F-8とはアメリカ合衆国の航空機メーカー、チャンスボート社が開発し、アメリカ海軍とアメリカ海兵隊を中心にフランス海軍とフィリピン空軍で使用された艦上戦闘機である。愛称はクルセイダー(Crusader、十字軍の戦士)。 開発当初の機種名はF8Uであるが、1962年の機種名整理で命名規則が変更されたため、F-8となった。
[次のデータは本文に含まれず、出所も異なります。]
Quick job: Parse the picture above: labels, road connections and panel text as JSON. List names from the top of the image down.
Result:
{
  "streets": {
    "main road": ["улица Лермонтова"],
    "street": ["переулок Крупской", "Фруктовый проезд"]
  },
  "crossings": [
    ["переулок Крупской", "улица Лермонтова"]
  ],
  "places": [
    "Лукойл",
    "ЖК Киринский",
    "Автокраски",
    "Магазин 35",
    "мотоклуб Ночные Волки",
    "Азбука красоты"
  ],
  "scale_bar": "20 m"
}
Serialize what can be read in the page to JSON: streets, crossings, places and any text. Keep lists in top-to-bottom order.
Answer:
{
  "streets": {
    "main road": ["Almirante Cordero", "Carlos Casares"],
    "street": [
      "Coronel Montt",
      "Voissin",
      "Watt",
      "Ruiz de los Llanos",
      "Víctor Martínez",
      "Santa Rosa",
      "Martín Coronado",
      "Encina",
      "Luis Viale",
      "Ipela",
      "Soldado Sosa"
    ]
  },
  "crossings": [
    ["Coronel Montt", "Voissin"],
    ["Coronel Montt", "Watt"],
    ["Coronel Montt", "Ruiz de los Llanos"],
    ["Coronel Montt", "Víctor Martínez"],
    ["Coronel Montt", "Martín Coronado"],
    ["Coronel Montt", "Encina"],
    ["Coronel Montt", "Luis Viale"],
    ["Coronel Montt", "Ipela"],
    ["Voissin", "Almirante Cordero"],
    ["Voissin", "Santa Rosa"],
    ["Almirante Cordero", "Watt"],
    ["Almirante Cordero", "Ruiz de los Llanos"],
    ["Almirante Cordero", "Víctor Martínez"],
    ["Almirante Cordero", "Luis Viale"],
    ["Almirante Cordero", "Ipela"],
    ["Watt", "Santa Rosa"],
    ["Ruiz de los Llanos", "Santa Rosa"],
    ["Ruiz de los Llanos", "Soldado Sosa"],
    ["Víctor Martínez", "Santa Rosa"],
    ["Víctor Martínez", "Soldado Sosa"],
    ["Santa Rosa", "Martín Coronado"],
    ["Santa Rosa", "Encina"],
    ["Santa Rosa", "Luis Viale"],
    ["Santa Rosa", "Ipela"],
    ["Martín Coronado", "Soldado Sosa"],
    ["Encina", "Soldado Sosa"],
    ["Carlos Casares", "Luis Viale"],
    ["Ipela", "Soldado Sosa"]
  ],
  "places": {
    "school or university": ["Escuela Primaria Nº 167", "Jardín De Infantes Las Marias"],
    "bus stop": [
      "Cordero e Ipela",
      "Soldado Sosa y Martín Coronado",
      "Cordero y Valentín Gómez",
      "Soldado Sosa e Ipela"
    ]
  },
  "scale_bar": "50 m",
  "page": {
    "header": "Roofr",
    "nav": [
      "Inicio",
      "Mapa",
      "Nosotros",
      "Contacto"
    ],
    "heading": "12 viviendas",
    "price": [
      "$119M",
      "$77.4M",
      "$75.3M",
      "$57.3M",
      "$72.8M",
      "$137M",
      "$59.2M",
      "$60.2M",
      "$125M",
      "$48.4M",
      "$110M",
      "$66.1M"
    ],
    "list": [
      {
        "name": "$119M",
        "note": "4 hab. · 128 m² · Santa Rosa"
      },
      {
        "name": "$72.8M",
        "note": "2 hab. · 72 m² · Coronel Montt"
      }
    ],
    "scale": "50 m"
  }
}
開発は1952年にアメリカ海軍が超音速制空戦闘機を要求したことから始まった。この要求に応じたチャンスボート社は数々の新機軸を盛り込んだ機体を開発した。試作初号機XF8U-1は1955年3月25日初飛行および超音速飛行に成功し高性能を示したため、海軍に採用されることとなった。直ちに量産が開始され、生産型F8U-1は1955年9月に初飛行している。艦上機としては世界初の超音速戦闘機である。
F-8は当時の陸上機をも凌ぐ高性能を誇り、また極めて信頼性が高く、扱いやすかった。例えば同じエンジンを搭載する空軍のF-100戦闘機が最高速度マッハ1.3だったのに対し、本機はマッハ1.7に達した。これはインテークの上から前方に突き出した機首コーンが偶然にもショックコーンの役目を果たし、エンジンの性能を最大限に引き出した事による。B型以降は機首コーンはレーダーを搭載したレーダードームとなり大型化しているが、はからずもショックコーンとしての能力も向上している。
特徴としては極めて視界に優れている事が挙げられる。コックピットは視界を確保するため胴体の先端に配置された。インテークも機首下面にあり視界を妨げないようにしている。また離着艦の際の機首上げ角を抑えるため、前桁に取り付けられた油圧アクチュエータと後桁のピボットによって、高翼配置の主翼の仰角を動かす唯一のシステムを持ち、運用時の安全性を大幅に向上させた。これは視界不良に悩まされたチャンスボート社の前作F7Uカットラスの反省があったためだが、むしろ過剰装備だったと評されることもある(またカットラスは飛行性能を追求し新機軸を盛り込み過ぎ離着艦性能が極端に悪く、前述の視界の悪さとあいまって着艦時の事故が多発し、同様の問題を抱えた僚機F3Hディーモンと共に「未亡人製造機」と称された)。なお後に本機を母体に開発された亜音速艦上攻撃機A-7 コルセアIIでは、主翼ハードポイント(重量強化点、パイロンを取り付けられる場所)追加のため可変仰角装置は省かれている。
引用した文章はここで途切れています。